A new UK clinical trial, known as SPOT-IT, is investigating whether existing treatments for pre-cancerous skin lesions could help prevent squamous cell carcinoma in people at particularly high risk due to being immunocompromised, as this horizon horizon-scanning feature explains.

Squamous cell carcinoma (SCC) accounts for most non-melanoma skin cancer-related disease. It is the second most common cutaneous malignancy after basal cell carcinoma, and its incidence is increasing worldwide.

While SCC in immunocompetent individuals is usually slow growing and rarely metastatic, people who are immunocompromised are more likely to develop multiple lesions and experience regional or distant spread.

Most cases can be treated surgically, yet repeated operations can have a particularly negative impact, with Professor Catherine Harwood, clinical professor of dermato-oncology at Queen Mary University of London, noting that the surgeries ‘can affect appearance, function and confidence, particularly when cancers occur on visible areas like the face and hands. Over time, this takes a real toll on people’s quality of life’.

This is what the Cutaneous Squamous Cell Prevention using Topical Therapy in Immunosuppressed Patients (SPOT-IT) trial aims to address.

The SPOT-IT trial: rationale and design

Funded by the charity Cancer Research UK and sponsored by Cardiff University, the SPOT-IT trial is led by Professor Harwood alongside Professor Rubeta Matin, associate professor of dermatology at the University of Oxford.

The team is specifically investigating whether earlier intervention against pre-cancerous actinic keratoses could reduce progression to invasive SCC in immunocompromised patients, who often develop recurrent lesions over time.

Such an approach could potentially reduce the need for repeated surgery and lessen cumulative skin damage and metastatic complications.

Current prevention advice for high-risk patients remains largely centred on rigorous sun protection, including regular sunscreen use, protective clothing and avoidance of excessive ultraviolet exposure. Organ transplant recipients are advised to use a broad-spectrum SPF 50 sunscreen that protects against both UVA and UVB rays year-round.

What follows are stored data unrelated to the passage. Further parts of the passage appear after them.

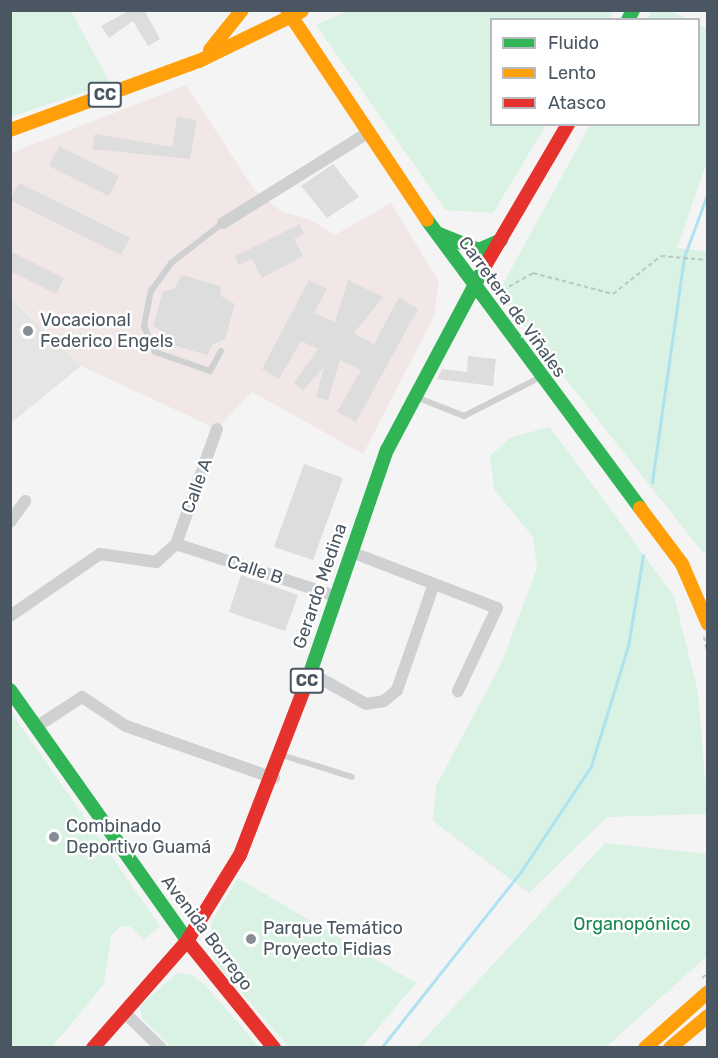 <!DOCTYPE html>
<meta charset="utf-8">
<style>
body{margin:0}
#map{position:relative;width:718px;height:1058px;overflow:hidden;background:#f4f4f4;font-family:Rubik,sans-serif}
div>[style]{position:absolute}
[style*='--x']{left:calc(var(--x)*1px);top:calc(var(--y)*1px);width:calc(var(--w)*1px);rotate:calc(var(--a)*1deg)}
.education>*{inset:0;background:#e6e5e6}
.medical>*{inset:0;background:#f1e7e6}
.green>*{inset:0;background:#d9f2e3}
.stream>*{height:3px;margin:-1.5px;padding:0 1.5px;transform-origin:1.5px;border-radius:1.5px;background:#aee2f0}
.building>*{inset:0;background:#ddddde}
.path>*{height:2px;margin-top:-1px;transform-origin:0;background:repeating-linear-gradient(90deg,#bcc7c4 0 4.5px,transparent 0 7.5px)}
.lane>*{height:6px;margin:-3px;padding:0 3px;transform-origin:3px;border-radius:3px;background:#ced0d2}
.street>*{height:12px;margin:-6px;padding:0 6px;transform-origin:6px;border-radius:6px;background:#ced0d2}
.fast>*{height:14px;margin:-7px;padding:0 7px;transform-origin:7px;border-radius:7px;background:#30b455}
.slow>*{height:14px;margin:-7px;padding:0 7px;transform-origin:7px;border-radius:7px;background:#ff9f0a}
.jam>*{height:14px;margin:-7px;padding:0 7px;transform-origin:7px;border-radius:7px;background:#e5322d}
.dots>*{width:16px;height:16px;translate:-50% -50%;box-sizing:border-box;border:3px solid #fff;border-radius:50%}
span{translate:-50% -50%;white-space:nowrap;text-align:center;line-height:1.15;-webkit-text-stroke:5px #fff;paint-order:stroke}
.shield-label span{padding:2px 4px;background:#fff;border:2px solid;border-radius:4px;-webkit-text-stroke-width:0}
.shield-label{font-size:16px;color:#4a5661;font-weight:700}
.street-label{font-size:18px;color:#4a5661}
.poi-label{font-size:18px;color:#4a5661}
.left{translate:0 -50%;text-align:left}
.park-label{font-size:18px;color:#17864f}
.frame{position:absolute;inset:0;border:12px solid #4a5661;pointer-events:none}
.legend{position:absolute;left:490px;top:18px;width:210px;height:108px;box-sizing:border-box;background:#fff;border:2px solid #b7bbc0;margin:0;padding:8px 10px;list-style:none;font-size:18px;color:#4a5661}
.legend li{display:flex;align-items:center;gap:12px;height:30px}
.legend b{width:30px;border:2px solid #b7bbc0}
</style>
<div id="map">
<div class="education">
<i style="clip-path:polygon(10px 297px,81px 366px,11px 423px,10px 423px)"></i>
</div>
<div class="medical">
<i style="clip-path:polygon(186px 85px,255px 191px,282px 212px,309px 219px,335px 235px,391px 203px,439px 282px,434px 316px,363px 454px,252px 392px,217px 429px,81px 366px,11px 297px,11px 153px)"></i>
</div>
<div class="green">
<i style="clip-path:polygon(652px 10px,670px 11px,688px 19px,647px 19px)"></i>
<i style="clip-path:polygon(10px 11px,71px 11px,110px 83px,11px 117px)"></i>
<i style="clip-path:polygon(347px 11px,347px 10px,614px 11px,608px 19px,492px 20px,492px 124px,546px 125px,493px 213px,446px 210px,316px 25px)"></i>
<i style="clip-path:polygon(699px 25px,707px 29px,707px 161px,677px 248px,707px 251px,708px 553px,703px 553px,498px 293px,590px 125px,698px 124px)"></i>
<i style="clip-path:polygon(550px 427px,674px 596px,698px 692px,708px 814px,607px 817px,529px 893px,433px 821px,436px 786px,501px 664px,537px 568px,533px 537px,494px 489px,490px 456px,511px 437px)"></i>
<i style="clip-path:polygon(11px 712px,160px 926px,144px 940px,131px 927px,120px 926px,111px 936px,104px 984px,52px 1047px,11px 1047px)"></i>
<i style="clip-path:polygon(605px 843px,707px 854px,707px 956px,606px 1047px,417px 1047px)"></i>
<i style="clip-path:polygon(238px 878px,416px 983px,362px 1047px,289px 1047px,216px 964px,209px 944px,212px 921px)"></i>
<i style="clip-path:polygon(177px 973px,193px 975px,206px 986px,259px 1047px,171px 1047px,142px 1018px,140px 1006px)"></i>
</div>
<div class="stream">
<i style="--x:652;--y:482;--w:227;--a:-81.9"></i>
<i style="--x:684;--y:257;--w:69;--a:-69.7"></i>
<i style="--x:381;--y:1048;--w:227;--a:-51.6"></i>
<i style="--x:522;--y:870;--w:125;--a:-56.4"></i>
<i style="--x:591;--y:766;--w:126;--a:-72.9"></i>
<i style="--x:628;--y:646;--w:92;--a:-80.6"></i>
</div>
<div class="building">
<i style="clip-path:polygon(130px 10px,144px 10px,160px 39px,148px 46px,133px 21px,109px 38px,101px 26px)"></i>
<i style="clip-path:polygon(177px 117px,197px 120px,190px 159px,92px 149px,95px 134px,172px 147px)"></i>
<i style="clip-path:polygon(59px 146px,119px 176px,109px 196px,49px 166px)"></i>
<i style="clip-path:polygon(333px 164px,359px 197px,327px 218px,301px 186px)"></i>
<i style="clip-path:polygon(19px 183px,130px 238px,121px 255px,10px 200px)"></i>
<i style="clip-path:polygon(300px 224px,304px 234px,294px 239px,303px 256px,262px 278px,252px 259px,239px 265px,235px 256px)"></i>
<i style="clip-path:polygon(10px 251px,64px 278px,56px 294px,10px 271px)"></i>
<i style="clip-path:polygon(182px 275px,220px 286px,221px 296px,235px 304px,225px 339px,213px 344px,207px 355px,166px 343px,163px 332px,153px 326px,163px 291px,174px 289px)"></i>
<i style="clip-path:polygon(309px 280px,327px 289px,314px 313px,335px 322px,348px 280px,383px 297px,354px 333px,374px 344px,399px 297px,418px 309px,356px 422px,337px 412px,361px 370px,340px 360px,328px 400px,316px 397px,324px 367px,303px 390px,294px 383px,318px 349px,301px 341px,279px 379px,262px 369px)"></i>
<i style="clip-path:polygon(468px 356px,496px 359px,493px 386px,437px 379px,442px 369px,467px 372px)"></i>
<i style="clip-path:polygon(304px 464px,343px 478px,313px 560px,274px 547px)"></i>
<i style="clip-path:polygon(241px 575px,298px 595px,285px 631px,229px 612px)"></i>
</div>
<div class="path">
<i style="--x:496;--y:294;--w:43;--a:-29.6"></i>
<i style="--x:533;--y:273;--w:83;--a:14.7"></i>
<i style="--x:613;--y:294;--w:61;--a:-38.4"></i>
<i style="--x:661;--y:256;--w:47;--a:4.9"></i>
<i style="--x:704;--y:637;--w:21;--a:79"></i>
<i style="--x:702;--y:978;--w:8;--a:-40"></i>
</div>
<div class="lane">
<i style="--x:221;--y:351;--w:23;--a:119"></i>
<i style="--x:210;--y:371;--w:58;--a:-160.9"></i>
<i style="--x:155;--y:352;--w:28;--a:-113"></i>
<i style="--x:144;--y:326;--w:36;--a:-79"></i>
<i style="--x:151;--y:291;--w:34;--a:-54"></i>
<i style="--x:171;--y:263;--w:66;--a:-37.6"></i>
<i style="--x:416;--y:397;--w:52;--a:21.6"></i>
<i style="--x:464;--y:416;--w:82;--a:-26.9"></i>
<i style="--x:285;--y:756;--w:70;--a:17.4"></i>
</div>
<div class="street">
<i style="--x:223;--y:223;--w:172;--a:-31.9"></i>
<i style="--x:10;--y:522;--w:26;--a:-54"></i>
<i style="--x:176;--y:544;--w:167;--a:18.1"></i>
<i style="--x:351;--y:552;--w:156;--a:21"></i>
<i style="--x:497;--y:608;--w:92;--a:115.2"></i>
<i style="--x:10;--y:616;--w:109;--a:-34.6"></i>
<i style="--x:100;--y:554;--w:57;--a:8.1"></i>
<i style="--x:156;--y:562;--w:27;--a:-42"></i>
<i style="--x:176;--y:544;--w:122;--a:-70.4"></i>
<i style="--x:309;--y:672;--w:65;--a:29.3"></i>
<i style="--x:366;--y:704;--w:18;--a:-9"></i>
<i style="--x:384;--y:701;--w:17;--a:-40"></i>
<i style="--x:397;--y:690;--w:112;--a:-70.8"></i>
<i style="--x:36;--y:727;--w:55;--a:-33.1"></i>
<i style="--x:82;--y:697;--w:53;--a:33.4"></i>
<i style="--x:126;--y:726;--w:157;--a:19.4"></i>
<i style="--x:125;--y:1013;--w:50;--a:44.2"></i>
</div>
<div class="fast">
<i style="--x:628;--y:20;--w:11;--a:-63"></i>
<i style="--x:427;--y:220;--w:358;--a:53.5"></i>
<i style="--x:439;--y:234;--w:43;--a:21.8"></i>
<i style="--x:479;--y:250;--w:24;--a:-24"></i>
<i style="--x:309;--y:676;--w:239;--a:-71"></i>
<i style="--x:387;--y:450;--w:211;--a:-62"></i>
<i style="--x:10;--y:690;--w:310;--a:54.7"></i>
</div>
<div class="slow">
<i style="--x:287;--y:10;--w:252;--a:56.3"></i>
<i style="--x:210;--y:50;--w:51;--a:-51.3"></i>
<i style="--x:10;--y:130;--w:201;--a:-20.1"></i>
<i style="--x:199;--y:61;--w:114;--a:-25.9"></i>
<i style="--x:640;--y:508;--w:70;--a:53.1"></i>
<i style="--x:682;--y:564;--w:65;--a:66.6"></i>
<i style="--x:645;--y:1048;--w:84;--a:-41.6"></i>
<i style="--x:670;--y:1048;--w:50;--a:-40.1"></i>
</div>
<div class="jam">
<i style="--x:486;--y:264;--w:162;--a:-59.6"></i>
<i style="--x:189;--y:943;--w:135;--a:51"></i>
<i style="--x:93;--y:1048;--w:142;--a:-48.7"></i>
<i style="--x:187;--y:941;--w:101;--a:-58.4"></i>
<i style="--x:240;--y:855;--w:192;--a:-68.9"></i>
</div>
<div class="dots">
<i style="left:28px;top:331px;background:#868d94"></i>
<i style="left:54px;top:837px;background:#868d94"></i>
<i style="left:251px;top:939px;background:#868d94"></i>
</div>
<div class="shield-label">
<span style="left:105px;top:95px">CC</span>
<span style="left:307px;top:681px">CC</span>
</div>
<div class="street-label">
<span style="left:512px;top:307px;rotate:54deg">Carretera de Viñales</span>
<span style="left:197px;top:486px;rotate:-70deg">Calle A</span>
<span style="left:255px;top:570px;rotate:18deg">Calle B</span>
<span style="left:320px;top:586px;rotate:-71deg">Gerardo Medina</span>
<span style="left:207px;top:933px;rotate:53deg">Avenida Borrego</span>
</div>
<div class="poi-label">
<span class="left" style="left:40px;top:331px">Vocacional<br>Federico Engels</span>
<span class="left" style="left:66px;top:837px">Combinado<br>Deportivo Guamá</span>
<span class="left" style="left:263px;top:939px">Parque Temático<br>Proyecto Fidias</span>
</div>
<div class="park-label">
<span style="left:632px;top:924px">Organopónico</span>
</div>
<div class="frame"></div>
<ul class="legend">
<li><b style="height:8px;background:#30b455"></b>Fluido</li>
<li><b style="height:8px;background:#ff9f0a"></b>Lento</li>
<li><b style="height:8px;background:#e5322d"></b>Atasco</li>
</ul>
</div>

Due to concerns about treatment response and safety, immunocompromised people have often been under-represented in clinical trials, according to Professor Matin, resulting in prevention strategies that are frequently based on evidence from immunocompetent people.

The SPOT-IT trial will recruit immunocompromised participants who have had at least one SCC in the past five years. Participants will be randomised to one of three arms: standard of care daily sunscreen alone, topical 5-fluorouracil (5-FU) plus sunscreen, or 5-FU combined with calcipotriol plus sunscreen.

It follows an earlier feasibility study, published in 2022, which confirmed the rationale for further studies on topical 5-FU-based chemoprevention of SCC in organ transplant recipients.

The 5-FU group will receive treatment over three months, whereas the combination group will receive treatment over 20 days. The schedules will be repeated each year for three years, and the time to develop a new cutaneous SCC will be recorded during the treatment period and for up to four years of follow-up.

Side effects, including pain and redness, as well as quality of life and treatment acceptability, will be evaluated.

Implications for future SCC prevention

Cancer Research UK estimates that there are around 156,000 new non-melanoma skin cancer cases in the UK every year, with incidence rates increasing by 169% since the early 1990s and by 42% in the last decade.

And while non-melanoma skin cancer mortality rates are projected to decrease by 8% between 2023-25 and 2038-40, incidence rates are projected to rise by 14% in the UK during the same period.

This highlights an important unmet need in dermatological oncology: preventing repeated tumour development in patients who remain biologically vulnerable despite routine preventive advice.

SPOT-IT reflects a broader shift in oncology towards proactive cancer prevention in defined high-risk populations rather than relying solely on surveillance and early treatment. This may become increasingly relevant as the incidence of skin cancer continues to rise nationally.

‘What’s unusual about this study is that the outcomes won’t only benefit future patients, but potentially also the participants who are taking part in this trial later in their lives,’ Professor Harwood explains. ‘Because patients tend to develop more of these skin cancers over time, identifying the right prevention strategy really matters over the course of a lifetime.’

For now, standard preventive advice remains unchanged, but, if successful, SPOT-IT may help determine whether targeted treatment of pre-cancerous lesions can offer an additional preventive strategy for patients at greatest risk of aggressive SCC, paving the way for reducing the long-term burden of this disease.